Исходя из всех этих обстоятельств, из этой школы жизни, а также из того, что я всегда был гуманитарием, я и выбрал юридическую профессию. Посмотрел по справочнику, увидел, что есть в Свердловске юридический институт, а в этом городе жил мой старший двоюродный брат, который только вернулся с фронта. Я решил, что, может быть, на первых порах смогу у него устроиться. И в 17 лет двинулся в Свердловск. Был большой конкурс, потому что вне конкурса шло очень много бывших фронтовиков, а школьники выдерживали суровый экзамен. Поэтому для меня было очень важно хорошо сдать экзамены, я старался, и в итоге был зачислен в институт.

1 сентября 1949 года было общее собрание первокурсников, на котором выступал ректор института. Он привел с собой выпускника того года обучения, аспиранта. Это был Сергей Алексеев — человек совершенно необыкновенный во всех отношениях: по своему интеллекту, по стремлению быть настоящим юристом, по тому вкладу, который он внес в развитие юридической мысли в нашей стране. Тогда это был молодой человек, фронтовик 25 лет от роду. Этот человек с одухотворенным лицом и синими яркими глазами рассказывал нам о своем видении профессии, об институте. Тогда я понял, что принял очень правильное решение в своей жизни, потому что и профессию выбрал самую лучшую, и вуз самый лучший.

- Получается, Алексеев стал для вас "живой рекламой" профессии юриста?

- Именно. Причем стопроцентно убедительной и правдивой. Так началась моя жизнь в праве.

- Вы говорите, что в вашем сознании был хороший образ прокурора. Тем не менее, после института вы не пошли работать прокурором, а стали заниматься наукой?

- Тогда престиж науки был необыкновенно высок. Например, все студенты нашего вуза сразу начали заниматься наукой, записались в студенческие научные кружки. Наука как магнитом притягивала молодые умы, потому что, во-первых, это действительно была очень престижная работа. Во-вторых, она очень хорошо оплачивалась. Научные кадры, доктора наук, кандидаты, работавшие в научно-исследовательских институтах, в Академии наук, в вузах получали очень хорошую зарплату. Это имело огромное значение.

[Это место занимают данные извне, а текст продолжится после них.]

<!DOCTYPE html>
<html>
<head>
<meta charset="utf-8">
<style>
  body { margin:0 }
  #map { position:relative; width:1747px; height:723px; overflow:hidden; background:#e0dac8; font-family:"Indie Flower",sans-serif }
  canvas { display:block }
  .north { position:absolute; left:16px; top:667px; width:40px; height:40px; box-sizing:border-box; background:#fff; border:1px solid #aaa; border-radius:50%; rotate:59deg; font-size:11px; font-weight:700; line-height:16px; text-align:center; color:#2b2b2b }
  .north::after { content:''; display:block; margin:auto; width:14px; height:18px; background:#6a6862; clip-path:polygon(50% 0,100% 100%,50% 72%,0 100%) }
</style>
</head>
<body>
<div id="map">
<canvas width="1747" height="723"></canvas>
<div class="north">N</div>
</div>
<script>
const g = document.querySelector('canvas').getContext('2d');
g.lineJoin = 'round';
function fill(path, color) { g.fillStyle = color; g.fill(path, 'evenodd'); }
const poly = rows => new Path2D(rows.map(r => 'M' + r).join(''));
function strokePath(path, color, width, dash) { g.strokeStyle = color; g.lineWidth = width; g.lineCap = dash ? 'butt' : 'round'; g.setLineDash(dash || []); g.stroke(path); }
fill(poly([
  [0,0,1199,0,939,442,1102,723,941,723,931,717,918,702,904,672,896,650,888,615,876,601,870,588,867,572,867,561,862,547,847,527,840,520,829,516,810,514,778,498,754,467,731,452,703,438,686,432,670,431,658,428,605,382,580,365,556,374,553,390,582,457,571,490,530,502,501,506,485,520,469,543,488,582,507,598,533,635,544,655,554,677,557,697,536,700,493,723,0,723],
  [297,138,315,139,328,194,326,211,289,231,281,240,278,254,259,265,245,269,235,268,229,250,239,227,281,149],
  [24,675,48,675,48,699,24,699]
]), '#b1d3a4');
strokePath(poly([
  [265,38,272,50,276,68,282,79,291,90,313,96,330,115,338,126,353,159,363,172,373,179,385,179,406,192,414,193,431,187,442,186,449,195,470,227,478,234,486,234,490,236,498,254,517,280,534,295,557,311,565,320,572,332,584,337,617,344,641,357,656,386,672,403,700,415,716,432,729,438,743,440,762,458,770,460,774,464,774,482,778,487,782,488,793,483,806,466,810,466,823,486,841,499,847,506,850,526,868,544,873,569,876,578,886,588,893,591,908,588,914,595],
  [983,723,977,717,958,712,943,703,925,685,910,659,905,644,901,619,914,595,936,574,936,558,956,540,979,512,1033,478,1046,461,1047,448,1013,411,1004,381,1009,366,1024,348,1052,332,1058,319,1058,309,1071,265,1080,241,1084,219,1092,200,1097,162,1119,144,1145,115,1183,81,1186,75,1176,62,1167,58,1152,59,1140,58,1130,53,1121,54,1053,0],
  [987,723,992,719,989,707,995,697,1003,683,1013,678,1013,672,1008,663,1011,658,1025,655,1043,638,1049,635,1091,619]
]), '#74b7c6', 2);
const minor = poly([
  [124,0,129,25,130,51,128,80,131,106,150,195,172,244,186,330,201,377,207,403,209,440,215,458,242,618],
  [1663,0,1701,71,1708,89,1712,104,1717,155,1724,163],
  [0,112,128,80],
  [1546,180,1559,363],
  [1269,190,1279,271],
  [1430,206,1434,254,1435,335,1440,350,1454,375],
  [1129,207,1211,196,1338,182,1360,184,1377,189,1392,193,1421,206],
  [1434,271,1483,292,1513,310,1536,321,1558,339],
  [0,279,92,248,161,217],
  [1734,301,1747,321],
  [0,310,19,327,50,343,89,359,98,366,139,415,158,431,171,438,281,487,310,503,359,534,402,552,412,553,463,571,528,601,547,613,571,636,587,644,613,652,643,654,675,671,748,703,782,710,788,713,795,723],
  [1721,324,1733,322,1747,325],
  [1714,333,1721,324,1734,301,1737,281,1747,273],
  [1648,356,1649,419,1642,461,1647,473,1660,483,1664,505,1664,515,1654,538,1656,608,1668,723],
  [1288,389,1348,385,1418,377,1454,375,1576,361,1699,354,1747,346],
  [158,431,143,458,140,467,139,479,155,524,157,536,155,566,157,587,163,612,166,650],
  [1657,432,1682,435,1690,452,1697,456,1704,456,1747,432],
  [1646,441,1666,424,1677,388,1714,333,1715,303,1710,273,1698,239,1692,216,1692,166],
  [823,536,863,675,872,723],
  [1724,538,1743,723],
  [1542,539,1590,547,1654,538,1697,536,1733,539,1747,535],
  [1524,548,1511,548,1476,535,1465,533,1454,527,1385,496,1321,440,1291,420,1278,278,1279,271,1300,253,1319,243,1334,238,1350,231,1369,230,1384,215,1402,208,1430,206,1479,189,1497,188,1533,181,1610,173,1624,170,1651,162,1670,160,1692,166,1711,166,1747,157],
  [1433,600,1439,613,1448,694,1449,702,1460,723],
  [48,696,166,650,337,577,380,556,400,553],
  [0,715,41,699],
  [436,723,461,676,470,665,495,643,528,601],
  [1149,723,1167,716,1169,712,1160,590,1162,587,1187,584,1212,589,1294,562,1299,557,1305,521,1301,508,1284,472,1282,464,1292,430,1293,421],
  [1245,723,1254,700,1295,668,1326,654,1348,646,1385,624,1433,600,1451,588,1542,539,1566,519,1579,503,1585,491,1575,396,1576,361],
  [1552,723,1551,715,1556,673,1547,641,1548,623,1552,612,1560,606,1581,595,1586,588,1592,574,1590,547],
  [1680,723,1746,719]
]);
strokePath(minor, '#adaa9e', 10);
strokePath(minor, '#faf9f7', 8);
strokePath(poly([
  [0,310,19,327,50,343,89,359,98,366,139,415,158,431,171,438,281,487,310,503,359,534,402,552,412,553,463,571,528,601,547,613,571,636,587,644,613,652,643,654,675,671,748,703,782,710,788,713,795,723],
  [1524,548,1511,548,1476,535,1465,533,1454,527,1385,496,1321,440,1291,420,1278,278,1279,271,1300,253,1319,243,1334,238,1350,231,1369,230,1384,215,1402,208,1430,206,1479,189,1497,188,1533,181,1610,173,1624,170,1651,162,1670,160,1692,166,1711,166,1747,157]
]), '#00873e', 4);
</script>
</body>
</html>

Вообще, творческая работа, надо сказать, поощрялась хорошо. И в области писательской, музыкальной, композиторской деятельности. Соблюдение авторских прав было неплохо отлажено. Например, если какая-то мелодия исполнялась в ресторане, то ресторан производил отчисления в соответствующую организацию, которая передавала эти деньги композитору. Помню, одним из самых богатых людей в советское время был, например, Юрий Антонов, потому что он создавал песни и сам их исполнял. Он получал и как композитор, и как исполнитель. Он сам рассказывал о том, что не знал, куда девать деньги. Другое дело, что он, например, не мог заработанное реализовать в должной степени. Но, тем не менее, люди, которые приносили пользу науке, литературе, искусству, были довольно прилично обеспеченными. И престиж науки был высок. Поэтому выпускники нашего института мечтали о том, чтобы поступить в аспирантуру.

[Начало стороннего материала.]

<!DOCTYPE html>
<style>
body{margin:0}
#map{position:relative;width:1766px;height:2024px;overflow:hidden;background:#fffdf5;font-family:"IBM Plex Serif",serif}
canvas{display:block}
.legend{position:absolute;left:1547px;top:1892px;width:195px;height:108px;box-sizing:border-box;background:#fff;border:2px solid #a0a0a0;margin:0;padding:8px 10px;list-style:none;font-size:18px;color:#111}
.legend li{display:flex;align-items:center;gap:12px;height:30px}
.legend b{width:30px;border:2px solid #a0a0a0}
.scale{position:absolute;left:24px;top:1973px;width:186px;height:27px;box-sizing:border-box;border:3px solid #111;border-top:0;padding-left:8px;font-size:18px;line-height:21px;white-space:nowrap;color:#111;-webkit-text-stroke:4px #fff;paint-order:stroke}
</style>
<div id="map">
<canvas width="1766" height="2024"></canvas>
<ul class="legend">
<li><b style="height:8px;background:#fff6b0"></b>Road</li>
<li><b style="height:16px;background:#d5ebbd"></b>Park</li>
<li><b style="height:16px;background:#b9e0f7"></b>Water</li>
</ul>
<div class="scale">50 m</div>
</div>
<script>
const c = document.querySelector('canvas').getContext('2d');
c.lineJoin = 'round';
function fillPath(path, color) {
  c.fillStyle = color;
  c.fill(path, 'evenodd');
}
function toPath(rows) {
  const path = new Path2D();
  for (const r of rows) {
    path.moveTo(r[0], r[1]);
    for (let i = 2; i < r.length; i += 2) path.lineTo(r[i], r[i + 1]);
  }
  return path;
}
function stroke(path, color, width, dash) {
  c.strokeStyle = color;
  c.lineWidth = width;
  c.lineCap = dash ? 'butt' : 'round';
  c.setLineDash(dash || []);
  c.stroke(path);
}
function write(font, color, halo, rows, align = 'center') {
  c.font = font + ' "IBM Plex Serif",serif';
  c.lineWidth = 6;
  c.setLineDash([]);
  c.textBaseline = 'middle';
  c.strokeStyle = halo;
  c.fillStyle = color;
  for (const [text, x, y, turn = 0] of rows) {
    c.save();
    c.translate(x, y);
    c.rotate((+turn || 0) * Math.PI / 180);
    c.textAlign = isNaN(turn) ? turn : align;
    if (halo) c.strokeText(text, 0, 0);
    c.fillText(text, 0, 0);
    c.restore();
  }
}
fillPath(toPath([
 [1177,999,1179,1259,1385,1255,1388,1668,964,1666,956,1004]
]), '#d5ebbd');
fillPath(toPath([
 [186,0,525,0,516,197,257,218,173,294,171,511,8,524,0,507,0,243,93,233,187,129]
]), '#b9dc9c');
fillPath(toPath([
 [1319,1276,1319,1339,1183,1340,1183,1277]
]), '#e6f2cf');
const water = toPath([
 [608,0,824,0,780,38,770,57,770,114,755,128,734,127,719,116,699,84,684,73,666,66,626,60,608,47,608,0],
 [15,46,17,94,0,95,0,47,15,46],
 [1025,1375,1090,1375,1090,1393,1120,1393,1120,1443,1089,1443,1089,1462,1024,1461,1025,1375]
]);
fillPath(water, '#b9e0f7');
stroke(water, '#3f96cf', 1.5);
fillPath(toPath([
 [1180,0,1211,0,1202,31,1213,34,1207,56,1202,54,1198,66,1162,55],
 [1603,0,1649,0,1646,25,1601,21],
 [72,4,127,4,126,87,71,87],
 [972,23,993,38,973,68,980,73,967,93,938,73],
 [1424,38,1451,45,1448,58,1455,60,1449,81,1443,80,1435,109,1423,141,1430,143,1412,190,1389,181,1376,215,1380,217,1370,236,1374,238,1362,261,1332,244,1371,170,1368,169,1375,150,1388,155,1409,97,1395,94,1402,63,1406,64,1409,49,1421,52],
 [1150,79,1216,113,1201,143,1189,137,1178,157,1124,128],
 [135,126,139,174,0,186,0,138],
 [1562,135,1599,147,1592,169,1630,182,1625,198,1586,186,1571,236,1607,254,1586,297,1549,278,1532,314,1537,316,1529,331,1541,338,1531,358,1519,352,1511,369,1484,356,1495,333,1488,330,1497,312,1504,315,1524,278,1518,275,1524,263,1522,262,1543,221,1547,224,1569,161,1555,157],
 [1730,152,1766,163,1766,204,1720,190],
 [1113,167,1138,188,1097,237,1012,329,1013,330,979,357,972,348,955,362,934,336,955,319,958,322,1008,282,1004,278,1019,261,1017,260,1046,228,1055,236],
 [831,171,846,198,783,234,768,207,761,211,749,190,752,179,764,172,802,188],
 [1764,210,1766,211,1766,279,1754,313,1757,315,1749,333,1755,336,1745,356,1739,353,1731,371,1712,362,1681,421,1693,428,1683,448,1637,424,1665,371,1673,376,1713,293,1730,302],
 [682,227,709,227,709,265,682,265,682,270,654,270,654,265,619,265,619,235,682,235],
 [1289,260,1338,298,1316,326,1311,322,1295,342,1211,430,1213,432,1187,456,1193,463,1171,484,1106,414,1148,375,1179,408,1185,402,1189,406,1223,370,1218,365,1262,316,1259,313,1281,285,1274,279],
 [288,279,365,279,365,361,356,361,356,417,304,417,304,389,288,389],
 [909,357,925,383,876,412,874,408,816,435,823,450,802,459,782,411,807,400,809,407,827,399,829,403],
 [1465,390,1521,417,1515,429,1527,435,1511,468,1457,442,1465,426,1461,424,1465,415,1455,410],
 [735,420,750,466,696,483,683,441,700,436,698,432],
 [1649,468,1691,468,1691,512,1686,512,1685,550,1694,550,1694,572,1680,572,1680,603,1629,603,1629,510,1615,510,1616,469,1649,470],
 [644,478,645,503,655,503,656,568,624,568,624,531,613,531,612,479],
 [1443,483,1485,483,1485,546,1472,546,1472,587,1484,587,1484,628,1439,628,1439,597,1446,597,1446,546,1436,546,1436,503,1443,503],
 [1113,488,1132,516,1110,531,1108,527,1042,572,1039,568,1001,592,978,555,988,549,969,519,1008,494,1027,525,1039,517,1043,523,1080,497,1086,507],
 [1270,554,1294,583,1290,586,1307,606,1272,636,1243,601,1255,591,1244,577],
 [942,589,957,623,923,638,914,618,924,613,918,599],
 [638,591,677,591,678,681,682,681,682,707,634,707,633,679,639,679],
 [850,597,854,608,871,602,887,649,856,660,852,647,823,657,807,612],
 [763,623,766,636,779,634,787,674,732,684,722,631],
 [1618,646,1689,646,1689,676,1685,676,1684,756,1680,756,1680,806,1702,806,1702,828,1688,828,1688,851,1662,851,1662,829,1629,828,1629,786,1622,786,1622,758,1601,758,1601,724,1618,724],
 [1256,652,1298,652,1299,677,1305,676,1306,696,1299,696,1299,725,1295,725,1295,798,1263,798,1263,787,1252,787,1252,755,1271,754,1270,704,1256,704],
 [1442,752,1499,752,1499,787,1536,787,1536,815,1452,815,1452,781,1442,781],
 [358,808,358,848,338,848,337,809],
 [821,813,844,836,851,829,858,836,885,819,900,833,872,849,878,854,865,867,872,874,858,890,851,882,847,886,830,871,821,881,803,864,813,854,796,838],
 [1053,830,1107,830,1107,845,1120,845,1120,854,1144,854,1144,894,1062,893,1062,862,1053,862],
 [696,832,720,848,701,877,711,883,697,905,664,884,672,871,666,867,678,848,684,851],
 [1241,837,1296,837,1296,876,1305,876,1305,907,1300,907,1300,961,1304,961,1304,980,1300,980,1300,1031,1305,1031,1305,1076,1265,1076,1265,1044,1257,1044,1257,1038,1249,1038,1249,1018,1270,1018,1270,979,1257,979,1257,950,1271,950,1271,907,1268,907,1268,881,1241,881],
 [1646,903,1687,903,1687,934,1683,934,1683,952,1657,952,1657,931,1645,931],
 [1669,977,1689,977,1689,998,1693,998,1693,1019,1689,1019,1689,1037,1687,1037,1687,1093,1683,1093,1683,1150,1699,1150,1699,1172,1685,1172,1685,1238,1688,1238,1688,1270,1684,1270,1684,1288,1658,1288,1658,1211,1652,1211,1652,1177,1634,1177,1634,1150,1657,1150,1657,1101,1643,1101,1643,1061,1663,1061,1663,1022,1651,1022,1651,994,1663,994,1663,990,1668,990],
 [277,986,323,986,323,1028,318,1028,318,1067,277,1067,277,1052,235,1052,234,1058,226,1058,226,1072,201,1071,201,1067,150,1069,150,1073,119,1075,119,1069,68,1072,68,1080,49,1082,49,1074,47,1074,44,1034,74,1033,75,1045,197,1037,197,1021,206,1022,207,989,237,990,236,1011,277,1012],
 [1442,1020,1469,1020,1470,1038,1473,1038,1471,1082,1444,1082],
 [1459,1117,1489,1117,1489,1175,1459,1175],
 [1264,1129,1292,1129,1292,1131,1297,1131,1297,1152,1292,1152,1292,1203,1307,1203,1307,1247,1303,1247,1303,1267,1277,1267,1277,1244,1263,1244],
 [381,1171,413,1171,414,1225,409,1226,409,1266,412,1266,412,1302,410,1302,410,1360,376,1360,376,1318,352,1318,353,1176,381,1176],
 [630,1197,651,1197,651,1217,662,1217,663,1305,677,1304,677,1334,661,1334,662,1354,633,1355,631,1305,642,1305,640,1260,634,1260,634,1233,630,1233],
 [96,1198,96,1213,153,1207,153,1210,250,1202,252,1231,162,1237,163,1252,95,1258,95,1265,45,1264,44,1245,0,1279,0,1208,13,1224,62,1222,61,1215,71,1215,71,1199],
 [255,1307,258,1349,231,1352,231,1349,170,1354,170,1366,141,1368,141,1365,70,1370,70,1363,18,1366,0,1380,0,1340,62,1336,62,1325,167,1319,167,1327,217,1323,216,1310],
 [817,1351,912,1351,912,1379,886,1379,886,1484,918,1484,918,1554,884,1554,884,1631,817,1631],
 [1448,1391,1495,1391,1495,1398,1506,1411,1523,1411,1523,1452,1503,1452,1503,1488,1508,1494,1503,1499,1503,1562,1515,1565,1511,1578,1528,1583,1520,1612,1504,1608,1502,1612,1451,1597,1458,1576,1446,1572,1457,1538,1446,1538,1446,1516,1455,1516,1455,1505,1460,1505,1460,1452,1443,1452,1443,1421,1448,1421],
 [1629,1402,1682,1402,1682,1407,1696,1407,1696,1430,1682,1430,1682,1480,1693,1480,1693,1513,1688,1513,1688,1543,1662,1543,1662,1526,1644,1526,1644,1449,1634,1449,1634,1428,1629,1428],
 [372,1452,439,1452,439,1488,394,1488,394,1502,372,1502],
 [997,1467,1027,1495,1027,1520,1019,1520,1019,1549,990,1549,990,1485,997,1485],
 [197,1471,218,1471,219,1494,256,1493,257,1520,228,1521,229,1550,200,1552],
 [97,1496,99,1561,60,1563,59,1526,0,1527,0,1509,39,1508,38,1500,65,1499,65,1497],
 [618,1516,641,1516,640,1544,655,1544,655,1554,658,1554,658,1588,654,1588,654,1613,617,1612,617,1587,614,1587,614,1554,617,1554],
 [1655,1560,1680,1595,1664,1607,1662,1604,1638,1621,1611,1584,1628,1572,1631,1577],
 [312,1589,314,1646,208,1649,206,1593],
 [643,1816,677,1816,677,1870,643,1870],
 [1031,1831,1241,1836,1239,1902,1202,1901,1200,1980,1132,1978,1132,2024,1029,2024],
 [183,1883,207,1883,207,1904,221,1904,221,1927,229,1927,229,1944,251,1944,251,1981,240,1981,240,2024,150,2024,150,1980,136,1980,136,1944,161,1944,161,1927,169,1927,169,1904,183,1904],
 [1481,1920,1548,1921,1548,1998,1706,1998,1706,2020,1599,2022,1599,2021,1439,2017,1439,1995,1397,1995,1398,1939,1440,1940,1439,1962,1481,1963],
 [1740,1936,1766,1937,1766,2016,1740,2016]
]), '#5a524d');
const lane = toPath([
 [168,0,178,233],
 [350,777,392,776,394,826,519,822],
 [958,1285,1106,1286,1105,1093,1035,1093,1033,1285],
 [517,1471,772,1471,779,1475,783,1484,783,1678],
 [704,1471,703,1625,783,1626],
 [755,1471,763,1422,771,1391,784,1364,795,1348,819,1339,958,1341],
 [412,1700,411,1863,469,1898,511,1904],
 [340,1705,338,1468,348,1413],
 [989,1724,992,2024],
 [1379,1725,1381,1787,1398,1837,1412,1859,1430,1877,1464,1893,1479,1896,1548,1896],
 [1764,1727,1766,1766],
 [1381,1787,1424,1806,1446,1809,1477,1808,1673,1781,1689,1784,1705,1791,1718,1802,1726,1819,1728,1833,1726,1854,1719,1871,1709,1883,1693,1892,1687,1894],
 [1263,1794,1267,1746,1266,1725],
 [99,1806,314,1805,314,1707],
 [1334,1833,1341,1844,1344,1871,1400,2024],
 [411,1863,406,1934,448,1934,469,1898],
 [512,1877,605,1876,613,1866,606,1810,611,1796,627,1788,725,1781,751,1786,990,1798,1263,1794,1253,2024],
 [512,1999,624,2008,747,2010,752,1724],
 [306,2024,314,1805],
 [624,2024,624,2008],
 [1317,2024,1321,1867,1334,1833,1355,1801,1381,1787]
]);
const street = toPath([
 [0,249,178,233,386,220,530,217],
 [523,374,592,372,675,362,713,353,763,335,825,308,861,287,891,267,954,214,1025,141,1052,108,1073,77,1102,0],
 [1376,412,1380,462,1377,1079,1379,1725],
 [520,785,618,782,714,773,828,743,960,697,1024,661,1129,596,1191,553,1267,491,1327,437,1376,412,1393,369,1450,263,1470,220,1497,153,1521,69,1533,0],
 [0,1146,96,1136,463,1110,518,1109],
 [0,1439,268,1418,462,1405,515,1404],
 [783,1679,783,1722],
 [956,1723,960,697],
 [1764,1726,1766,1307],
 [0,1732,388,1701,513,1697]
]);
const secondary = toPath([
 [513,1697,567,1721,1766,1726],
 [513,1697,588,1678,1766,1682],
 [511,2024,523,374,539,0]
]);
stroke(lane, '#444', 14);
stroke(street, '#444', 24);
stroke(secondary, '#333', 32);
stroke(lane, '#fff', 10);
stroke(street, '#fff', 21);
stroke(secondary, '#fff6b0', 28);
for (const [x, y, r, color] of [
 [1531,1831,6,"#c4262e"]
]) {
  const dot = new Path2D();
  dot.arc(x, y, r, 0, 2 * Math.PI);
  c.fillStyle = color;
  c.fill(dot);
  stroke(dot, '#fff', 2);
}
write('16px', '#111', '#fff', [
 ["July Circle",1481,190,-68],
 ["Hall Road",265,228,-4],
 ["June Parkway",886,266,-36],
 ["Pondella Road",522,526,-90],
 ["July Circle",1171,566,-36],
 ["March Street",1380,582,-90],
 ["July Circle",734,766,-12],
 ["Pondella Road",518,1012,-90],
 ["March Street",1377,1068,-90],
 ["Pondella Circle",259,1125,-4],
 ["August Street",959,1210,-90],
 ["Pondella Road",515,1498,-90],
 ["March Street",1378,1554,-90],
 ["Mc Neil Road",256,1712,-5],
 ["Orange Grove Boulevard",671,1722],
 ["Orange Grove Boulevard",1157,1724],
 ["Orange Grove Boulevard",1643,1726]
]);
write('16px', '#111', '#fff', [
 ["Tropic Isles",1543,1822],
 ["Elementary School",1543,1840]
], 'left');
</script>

Но это было очень узкое угольное ушко — попасть в аспирантуру было при таком конкурсе и общем желании очень трудно. Были фронтовики, были люди постарше, были члены партий и так далее. А у молодежи шансов было мало. Таким образом, ни мне, ни моему другу аспирантура не светила. Но поскольку по успеваемости мы с ним были одними из лучших, то имели право выбрать себе места при распределении. Мы с другом увидели, что есть два места преподавателей права в Якутии. И решили пойти пусть не в науку, но в преподавание, что все-таки к науке близко.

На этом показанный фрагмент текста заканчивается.